Drawing up game plans to defend the Canucks just became a lot more difficult and complex.
Daniel also took advantage Monday, creating chances as he was finally freed from playing against an opponent's best defenders.
"I thought [Monday's] game was one of Daniel's best games in a long time here," said Canucks coach Alain Vigneault, who doesn't plan on changes Thursday against the Oilers in Edmonton. "I think he had seven scoring chances on his own. That's quite a bit in this league. So, there is some chemistry there with Ryan [Kesler] and Alex [Burrows]. You know, those three lines right now, we have pretty good balance.
"I think it makes it a little bit more challenging for the opposition right now. ... The last two games, I've really liked the look of our offence."
The Sedins wanted the chance to work out of their slump together. They lost that right, it can be argued, by scoring just one empty-net goal in 11 games. For now, they are willing to try to make the most of a situation that has opened up some new opportunities.
"We haven't got a lot of chances off the rush this year, mainly because we're always going against checking lines and they are going to have five guys back," Daniel said. "For us, it's been no other choice but to get pucks deep and go from there. It's nice playing with Kes and Burr, the game opens up. It was nice to get some 3-on-2s, and some 2-on-1s.
"When you go through a slump like we have you try everything. I think we started to lean on each other too much and I believe this will help us out in the long run."
"They're pretty special when they're on the same line but I think right now we have three legitimate scoring lines," Kesler said. "I think teams will have trouble matching that. You saw it the past two games. Any given night, any line can step up."
Kesler said his role has not changed even though he is playing with the team's leading scorer.
"We can't get away from what we've been doing and we're going to continue to go against the other team's top line," Kesler said.
"I think, with Daniel on our line, we're going to end up spending more time in their zone.

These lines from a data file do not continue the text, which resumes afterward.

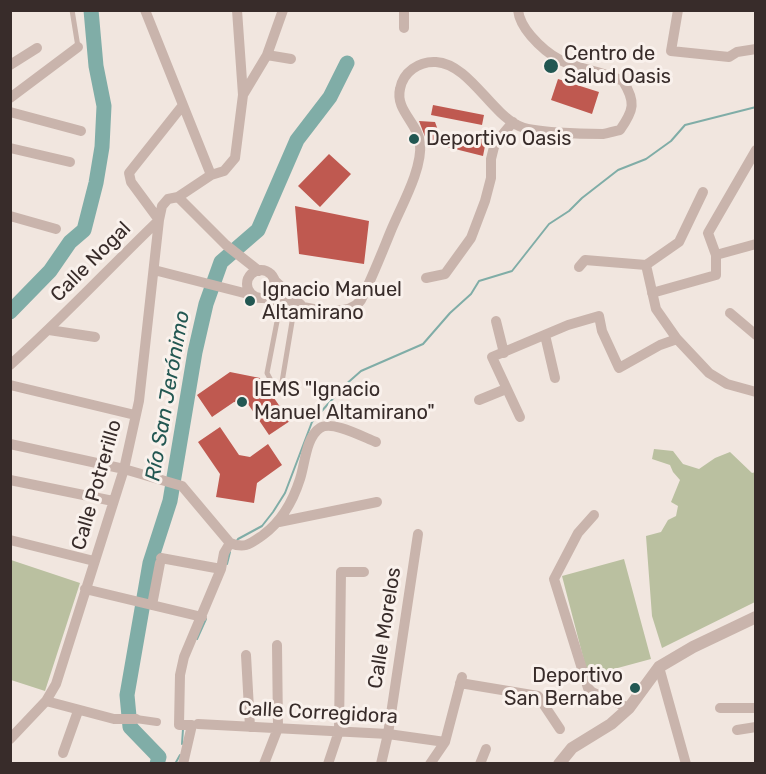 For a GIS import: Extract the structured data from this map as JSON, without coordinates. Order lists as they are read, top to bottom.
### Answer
{
  "streets": {
    "street": [
      "Calle Nogal",
      "Calle Potrerillo",
      "Calle Morelos",
      "Calle Corregidora"
    ]
  },
  "crossings": [
    ["Calle Nogal", "Calle Potrerillo"],
    ["Calle Morelos", "Calle Corregidora"]
  ],
  "water": ["Río San Jerónimo"],
  "places": [
    "Centro de Salud Oasis",
    "Deportivo Oasis",
    "Ignacio Manuel Altamirano",
    "IEMS \"Ignacio Manuel Altamirano\"",
    "Deportivo San Bernabe"
  ]
} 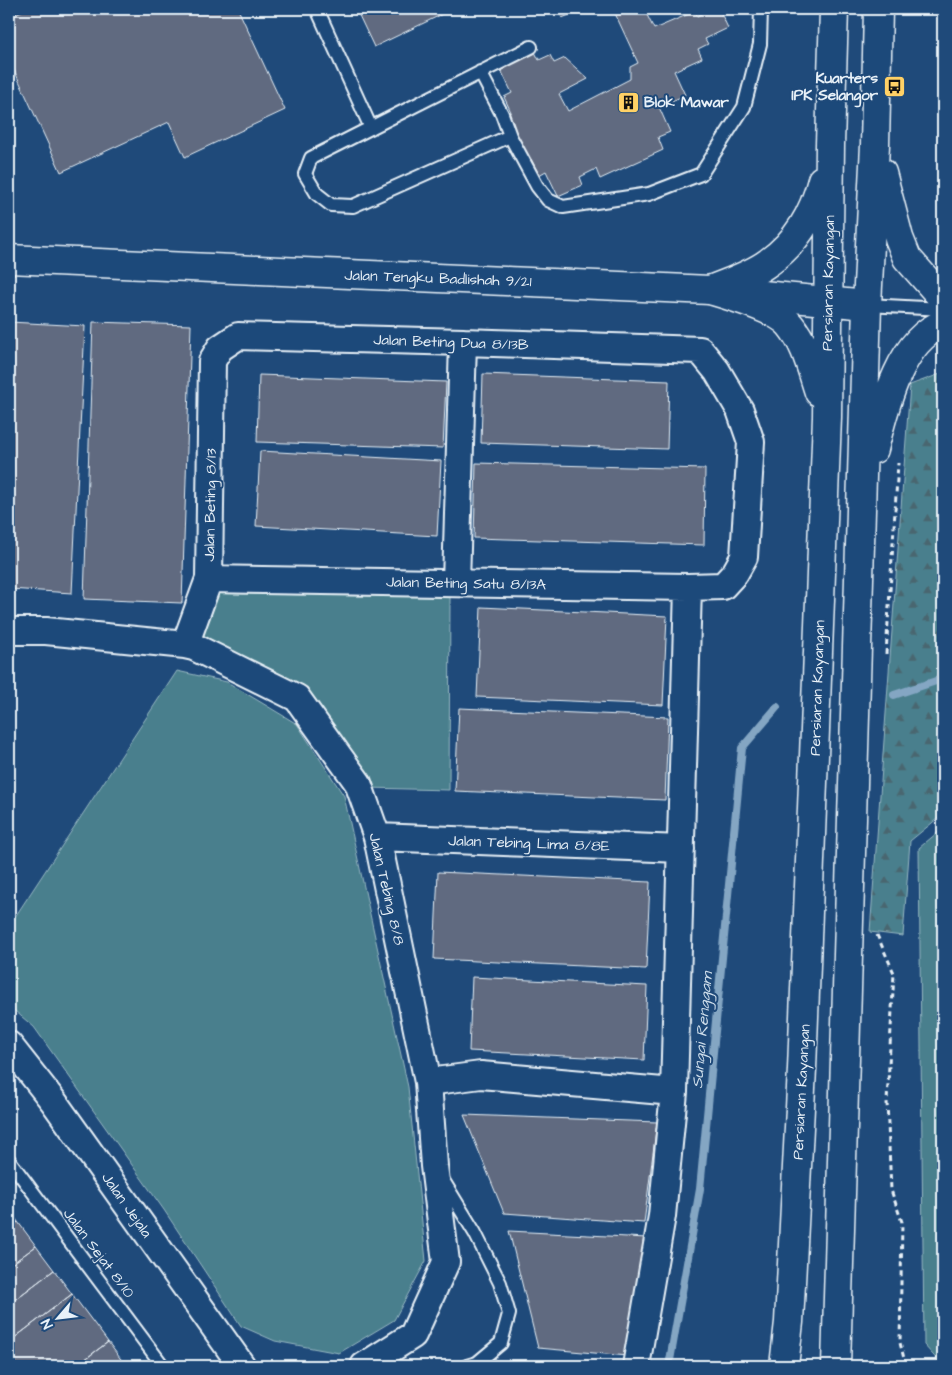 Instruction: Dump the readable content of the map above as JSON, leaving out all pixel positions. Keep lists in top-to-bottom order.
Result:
{
  "streets": {
    "main road": ["Jalan Tengku Badlishah 9/21", "Persiaran Kayangan"],
    "street": [
      "Jalan Beting Dua 8/13B",
      "Jalan Beting 8/13",
      "Jalan Beting Satu 8/13A",
      "Jalan Tebing Lima 8/8E",
      "Jalan Tebing 8/8",
      "Jalan Jejala"
    ],
    "lane": ["Jalan Sejat 8/10"]
  },
  "crossings": [
    ["Jalan Tengku Badlishah 9/21", "Persiaran Kayangan"],
    ["Jalan Beting Dua 8/13B", "Jalan Beting 8/13"],
    ["Jalan Beting Dua 8/13B", "Jalan Beting Satu 8/13A"],
    ["Jalan Beting 8/13", "Jalan Beting Satu 8/13A"],
    ["Jalan Beting 8/13", "Jalan Tebing 8/8"],
    ["Jalan Tebing Lima 8/8E", "Jalan Tebing 8/8"]
  ],
  "water": ["Sungai Renggam"],
  "places": {
    "bus stop": ["Kuarters IPK Selangor"],
    "building": ["Blok Mawar"]
  },
  "north": "bottom left"
} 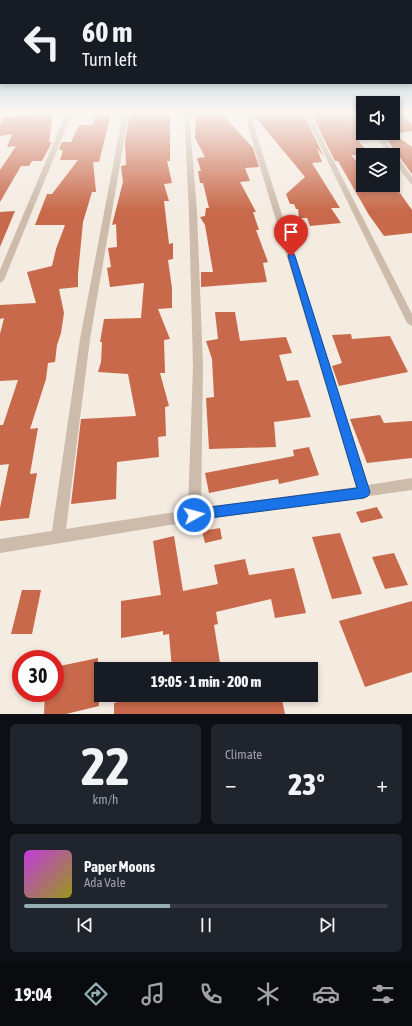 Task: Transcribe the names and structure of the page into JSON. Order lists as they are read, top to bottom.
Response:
{
  "page": {
    "turn": ["60 m", "Turn left"],
    "limit": "30",
    "trip": "19:05 · 1 min · 200 m",
    "tile": [
      ["22", "km/h"],
      "Climate"
    ],
    "heat": ["−", "23°", "+"],
    "song": ["Paper Moons", "Ada Vale"],
    "tabs": "19:04"
  }
}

He's a special player."
Against Oilers 'we're going to ice a lineup that can take care of itself,' says coach
Ben Kuzma said the Canucks will ice a gritty lineup in anticipation of a physical game:
How anxious is Alex Burrows to butt heads with the Oilers Thursday? He thought the game was tonight.

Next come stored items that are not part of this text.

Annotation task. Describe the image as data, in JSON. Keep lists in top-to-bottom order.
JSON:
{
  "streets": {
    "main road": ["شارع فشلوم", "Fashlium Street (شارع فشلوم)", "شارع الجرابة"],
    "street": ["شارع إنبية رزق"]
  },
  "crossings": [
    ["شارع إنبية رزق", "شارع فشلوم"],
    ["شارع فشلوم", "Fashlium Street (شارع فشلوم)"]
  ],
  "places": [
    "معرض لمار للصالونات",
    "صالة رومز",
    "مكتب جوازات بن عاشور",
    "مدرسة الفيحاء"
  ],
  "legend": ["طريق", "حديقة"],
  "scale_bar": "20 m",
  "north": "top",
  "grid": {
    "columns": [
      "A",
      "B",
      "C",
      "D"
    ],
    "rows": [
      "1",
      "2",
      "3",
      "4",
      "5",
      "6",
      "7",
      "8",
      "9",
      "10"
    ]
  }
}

With their nine remaining regular-season games all against Northwest Division competition, the Canucks could claim another division title or miss the postseason. It's that tight.
"It's going to be really exciting and a playoff atmosphere right until the end," said Burrows. "There's going to be a lot of grit and a lot of guys who want to lay it out on the line."
And a lot of fights in Edmonton?
"Maybe, a little bit of that, too," he added. "But the bottom line is we want to get the two points and if we have to fight to get them, we will."
In their last meeting on Feb. 16 at GM Place, the Canucks and Oilers combined for 193 penalty minutes in a 4-2 Vancouver win. There were seven bouts -- five in the final minute.
That memory is fresh in the mind of Canucks coach Alain Vigneault.
"We're going to ice a lineup that can take care of itself and go in and play a hard game," he promised.